__Data for the task__.
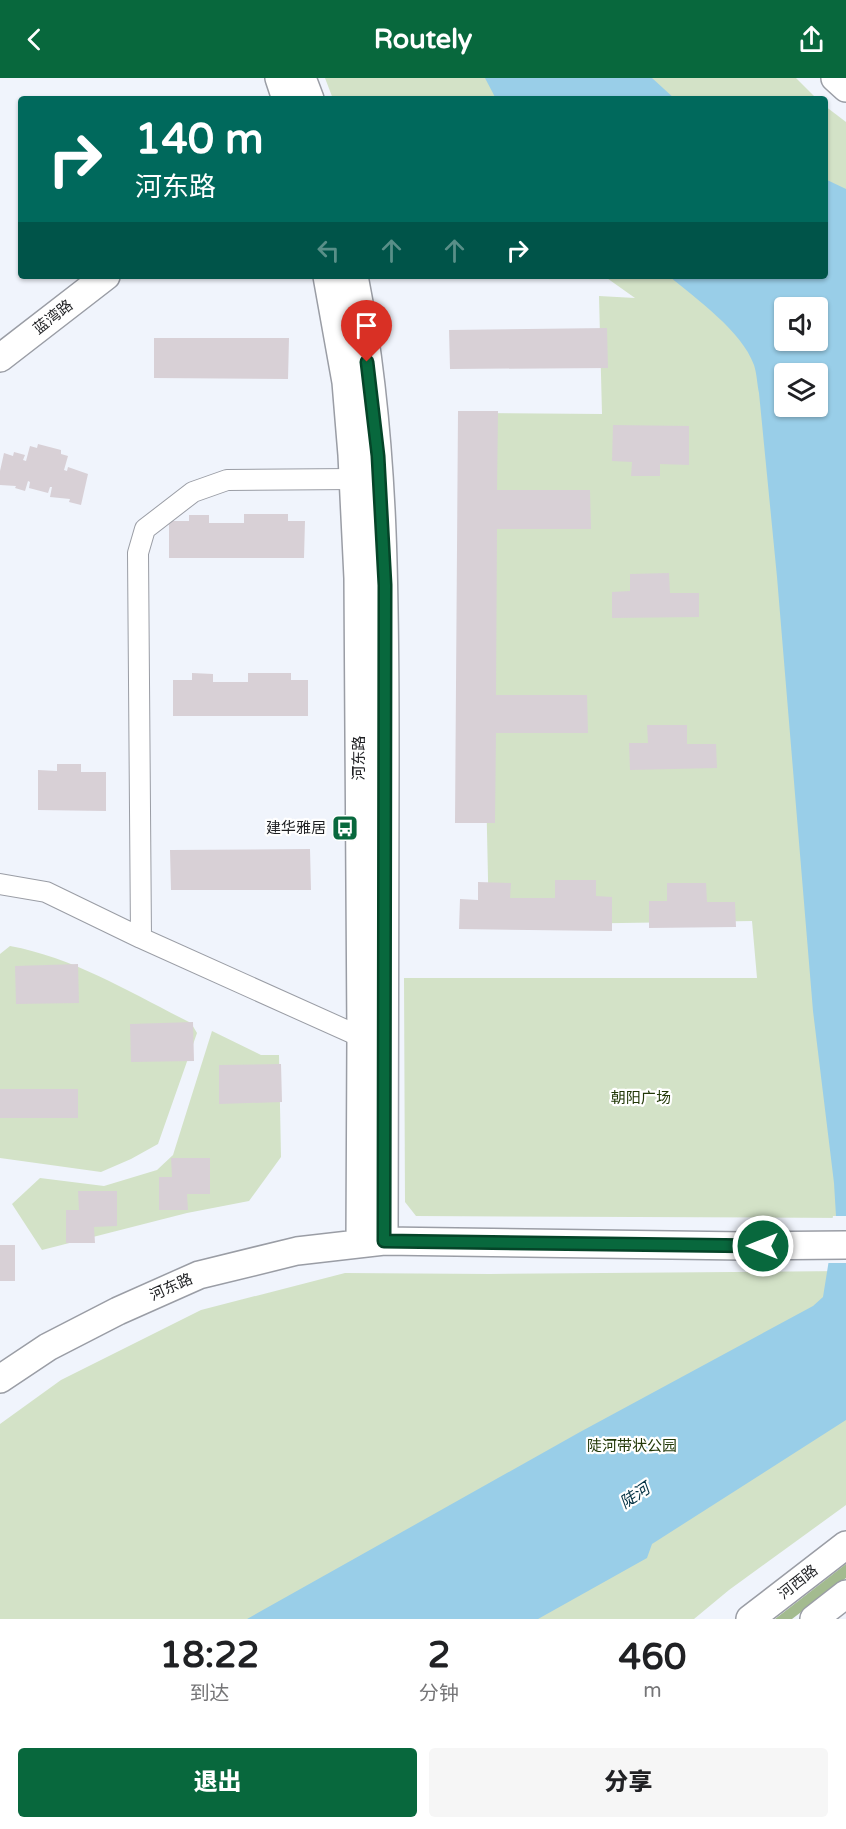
<!DOCTYPE html>
<html lang="zh">
<head>
<meta charset="utf-8">
<style>
	:root { --surface:#fff; --page:#f6f6f6; --text:#202124; --muted:#757577; --accent:#08683d }
	body { margin:0; font-family:"Varela Round","Noto Sans SC",sans-serif; background:var(--page); color:var(--text); height:100vh; display:flex; flex-direction:column; font-size:22px; white-space:nowrap }
	* { box-sizing:border-box; margin:0 }
	p { font-size:20px; color:var(--muted) }
	.icon { flex:none; width:33px; height:33px; fill:none; stroke:currentColor; stroke-width:2; stroke-linecap:round; stroke-linejoin:round }
	.map { position:relative; height:1541px; overflow:hidden }
	.sheet { display:flex; flex-direction:column; background:var(--surface); flex:1 }
	.sheet>* { flex:none }
	.hud { position:absolute; left:18px; top:18px; width:810px; height:183px; border-radius:6px; box-shadow:0 2px 4px #0004; background:#00695c; color:#fff; overflow:hidden }
	.buttons { position:absolute; left:774px; top:219px; display:grid; gap:12px }
	.buttons a { display:grid; place-items:center; width:54px; height:54px; border-radius:6px; background:var(--surface); box-shadow:0 2px 4px #0004; font-size:30px }
	.pin { position:absolute; display:grid; place-items:center; width:51px; height:51px; color:#fff; margin:-62px -26px; border-radius:50% 50% 50% 0; rotate:-45deg; box-shadow:0 0 6px #0007 }
	.pin .icon { rotate:45deg }
	.me { position:absolute; width:66px; margin:-33px; rotate:270deg; stroke-linejoin:round; filter:drop-shadow(0 0 4px #0008) }
	.turn { display:flex; align-items:center; gap:21px; height:126px; padding:0 18px; font-size:27px }
	.turn .icon { width:78px; height:78px; stroke-width:2.5 }
	.turn b { display:block; font-size:42px; line-height:51px }
	.lanes { display:flex; align-items:center; height:57px; padding:0 18px; background:#0003; justify-content:center; gap:30px; direction:ltr }
	.lanes .off { opacity:.35 }
	.eta { display:flex; justify-content:space-evenly; align-items:center; height:102px; text-align:center }
	.eta b { font-size:36px; font-weight:800; line-height:42px }
	.primary-button { display:flex; gap:12px; margin-top:auto; padding:12px 18px }
	.primary-button a { flex:1; height:69px; border-radius:6px; background:var(--accent); color:#fff; font-size:24px; font-weight:800; line-height:69px; text-align:center }
	.primary-button a+a { background:var(--page); color:var(--text) }
	header { display:flex; justify-content:space-between; align-items:center; height:78px; padding:0 18px; background:var(--accent); color:#fff; font-size:27px; font-weight:800 }
	.map>svg:first-child { display:block }
	.green { fill:#d3e2c7; fill-rule:evenodd }
	.forest { fill:#a3bb8f }
	.water { fill:#99cee8; fill-rule:evenodd }
	.pier { fill:#f0f4fc }
	.building { fill:#d8d0d6 }
	.lines { fill:none; stroke-linecap:round; stroke-linejoin:round }
	.street-casing { stroke:#9a9da5; stroke-width:22 }
	.secondary-casing { stroke:#9a9da5; stroke-width:30 }
	.street { stroke:#fff; stroke-width:20 }
	.secondary { stroke:#fff; stroke-width:27 }
	.route-casing { stroke:#054428; stroke-width:15 }
	.route { stroke:#08683d; stroke-width:10 }
	.labels { text-anchor:middle; dominant-baseline:central; stroke-width:4.5; stroke-linejoin:round; paint-order:stroke }
	.street-label { font-size:15px; fill:#1f2023; stroke:#fff }
	.poi-label { font-size:15px; fill:#1f2023; stroke:#fff; text-anchor:end }
	.park-label { font-size:15px; fill:#213706; stroke:#fff }
	.water-label { font-size:16px; font-style:italic; fill:#002f41; stroke:#fff }
</style>
</head>
<body>
<header><svg class="icon" aria-label="back" viewBox="0 0 24 24"><path d="M15 5l-7 7 7 7"/></svg>Routely<svg class="icon" aria-label="share" viewBox="0 0 24 24"><path d="M12 15V3M7 8l5-5 5 5M5 13v7h14v-7"/></svg></header>
<div class="map">
<svg width="846" height="1541" viewBox="0 0 846 1541">
	<rect width="100%" height="100%" fill="#f0f4fc"/>
	<path class="green" d="M325,0H796L817,21H333Z
		M825,28L846,44V1140L416,1138L405,1124L404,900H757L752,843L489,847L478,335L602,336L599,218L635,220L604,198H825ZM784,230H818V262H784ZM784,296H818V328H784Z
		M10,868C75,880 133,916 191,945L197,955L158,1066L131,1081L101,1094L0,1080V876Z
		M212,953L261,977H279L281,1079L249,1123L187,1135L42,1172L12,1126L40,1100L104,1108L157,1092L173,1077Z
		M846,1193V1427L729,1512L694,1541H0V1346L61,1302L201,1232L345,1195L490,1196Z"/>
	<path class="forest" d="M846,1486V1500L792,1541H775Z"/>
	<path class="water" d="M485,0H652L675,21H496Z
		M825,101L846,111V1342L652,1466L647,1480L538,1541H247L580,1354L813,1228L823,1219L836,1138L834,1105L813,933L777,499L759,315C757,306 757,296 754,287C742,253 696,221 669,198H825ZM784,230H818V262H784ZM784,296H818V328H784Z"/>
	<path class="pier" d="M833,1138H846V1185H825Z"/>
	<path class="building" d="M607,250L608,290L450,291L449,252Z
		M154,260H289L288,301L154,300Z
		M458,333H498L497,412H590L591,451H497L496,617H587L588,655H496L495,745H455Z
		M613,347L689,348V387L660,386V398H631L632,384L612,383Z
		M38,366L61,372V376L68,378L64,392L67,393L68,389L88,396L81,427L69,424L70,421L50,419L52,409H50L48,415L29,410L30,404L28,403L25,413L15,410L16,408L0,407V393L4,375L13,378L14,374L25,377L23,382L26,383L30,368L37,370Z
		M244,436H288V443H305L304,480H169V443H189V437H209V445H244Z
		M669,495L670,515H699V539L612,540V514L630,513V496Z
		M192,595L213,596V604H248V595H291V602H308V638H173V602H192Z
		M647,647H687V666H716L717,690L630,692L629,665H648Z
		M57,686H81V694H106V733L38,732V692L57,693Z
		M310,771L311,812H171L170,772Z
		M555,802H596V818L612,819V853L459,851L460,821L478,822V804L511,805L510,820H555Z
		M667,805H706L707,824H735L736,849L649,850V823H667Z
		M78,886L79,925L16,926L15,888Z
		M193,944L194,983L131,984L130,946Z
		M281,986L282,1024L219,1026V987Z
		M0,1011H78V1040H0Z
		M171,1080H210V1116H187L188,1132H159V1099H172Z
		M78,1113H117V1148L94,1149L95,1165H66V1132H79Z
		M0,1167H15V1203H0Z"/>
	<g class="lines">
		<defs>
			<path id="street" d="M0,806L46,814L141,860L361,959
				M141,860L138,475L145,451L193,414L227,402L353,401"/>
			<path id="secondary" d="M279,0L286,21
				M302,0L310,21
				M835,0L846,10
				M327,198L346,304L352,377L358,500L361,959L360,1165
				M354,198C386,359 385,524 385,687C385,845 384,1004 384,1163
				M0,280L106,198
				M0,1301L48,1269L118,1233L199,1197L297,1173L384,1163L744,1168L846,1167
				M750,1541L846,1467
				M814,1541L846,1516"/>
		</defs>
		<use href="#street" class="street-casing"/>
		<use href="#secondary" class="secondary-casing"/>
		<use href="#street" class="street"/>
		<use href="#secondary" class="secondary"/>
	</g>
	<g class="lines">
		<defs>
			<path id="route" d="M367,284L378,378L385,507L384,1163L763,1168"/>
		</defs>
		<use href="#route" class="route-casing"/>
		<use href="#route" class="route"/>
	</g>
	<defs>
		<symbol id="bus-square" viewBox="-11 -11 22 22"><rect x="-9" y="-9" width="18" height="18" rx="4" fill="#08683d" stroke="#fff"/><path d="M-5-6H5V4H4V6H2V4H-2V6H-4V4H-5ZM-3.5-4V0h7V-4ZM-3.5 1.2v1.5H-2V1.2ZM2 1.2v1.5H3.5V1.2Z" fill="#fff"/></symbol>
	</defs>
	<g fill-rule="evenodd">
		<use href="#bus-square" x="330" y="735" width="30" height="30"/>
	</g>
	<g class="labels">
		<g class="street-label">
			<text transform="translate(53 239) rotate(-38)">蓝湾路</text>
			<text transform="translate(359 680) rotate(-90)">河东路</text>
			<text transform="translate(171 1209) rotate(-24)">河东路</text>
			<text transform="translate(798 1504) rotate(-38)">河西路</text>
		</g>
		<g class="poi-label">
			<text x="326" y="750">建华雅居</text>
		</g>
		<g class="park-label">
			<text x="641" y="1020">朝阳广场</text>
			<text x="632" y="1368">陡河带状公园</text>
		</g>
		<g class="water-label">
			<text transform="translate(635 1418) rotate(-34)">陡河</text>
		</g>
	</g>
</svg>
<div class="buttons">
<a><svg class="icon" aria-label="sound" viewBox="0 0 24 24"><path d="M4 9h4l5-4v14l-5-4H4zM17 9q2 3 0 6"/></svg></a>
<a><svg class="icon" aria-label="layers" viewBox="0 0 24 24"><path d="M12 4l9 5-9 5-9-5zM3 14l9 5 9-5"/></svg></a>
</div>
<div class="pin" style="left:367px;top:284px;background:#d93025"><svg class="icon" aria-label="arrive" viewBox="0 0 24 24"><path d="M6 21V4h12l-3 4 3 4H6"/></svg></div>
<svg class="me" style="left:763px;top:1168px" viewBox="-20 -20 40 40"><circle r="17" fill="#08683d" stroke="#fff" stroke-width="3"/><path d="M0-11L8 9 0 5-8 9z" fill="#fff"/></svg>
<div class="hud">
<div class="turn"><svg class="icon" aria-label="right" viewBox="0 0 24 24"><path d="M7 20v-9h11M14 6l5 5-5 5"/></svg><div><b>140 m</b>河东路</div></div>
<div class="lanes"><svg class="icon off" aria-label="left" viewBox="0 0 24 24"><path d="M17 20v-9H6M10 6l-5 5 5 5"/></svg><svg class="icon off" aria-label="ahead" viewBox="0 0 24 24"><path d="M12 20V5M6 11l6-6 6 6"/></svg><svg class="icon off" aria-label="ahead" viewBox="0 0 24 24"><path d="M12 20V5M6 11l6-6 6 6"/></svg><svg class="icon" aria-label="right" viewBox="0 0 24 24"><path d="M7 20v-9h11M14 6l5 5-5 5"/></svg></div>
</div>
</div>
<section class="sheet">
<div class="eta">
<div><b>18:22</b><p>到达</p></div>
<div><b>2</b><p>分钟</p></div>
<div><b>460</b><p>m</p></div>
</div>
<div class="primary-button"><a>退出</a><a>分享</a></div>
</section>
</body>
</html>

__What is needed__. Please output the listing above exactly from its first line through the line with "position:absolute; left:18px; top:18px;", both included, and nothing beyond that line. Omit pictures.

__Answer to the problem__.
<!DOCTYPE html>
<html lang="zh">
<head>
<meta charset="utf-8">
<style>
	:root { --surface:#fff; --page:#f6f6f6; --text:#202124; --muted:#757577; --accent:#08683d }
	body { margin:0; font-family:"Varela Round","Noto Sans SC",sans-serif; background:var(--page); color:var(--text); height:100vh; display:flex; flex-direction:column; font-size:22px; white-space:nowrap }
	* { box-sizing:border-box; margin:0 }
	p { font-size:20px; color:var(--muted) }
	.icon { flex:none; width:33px; height:33px; fill:none; stroke:currentColor; stroke-width:2; stroke-linecap:round; stroke-linejoin:round }
	.map { position:relative; height:1541px; overflow:hidden }
	.sheet { display:flex; flex-direction:column; background:var(--surface); flex:1 }
	.sheet>* { flex:none }
	.hud { position:absolute; left:18px; top:18px; width:810px; height:183px; border-radius:6px; box-shadow:0 2px 4px #0004; background:#00695c; color:#fff; overflow:hidden }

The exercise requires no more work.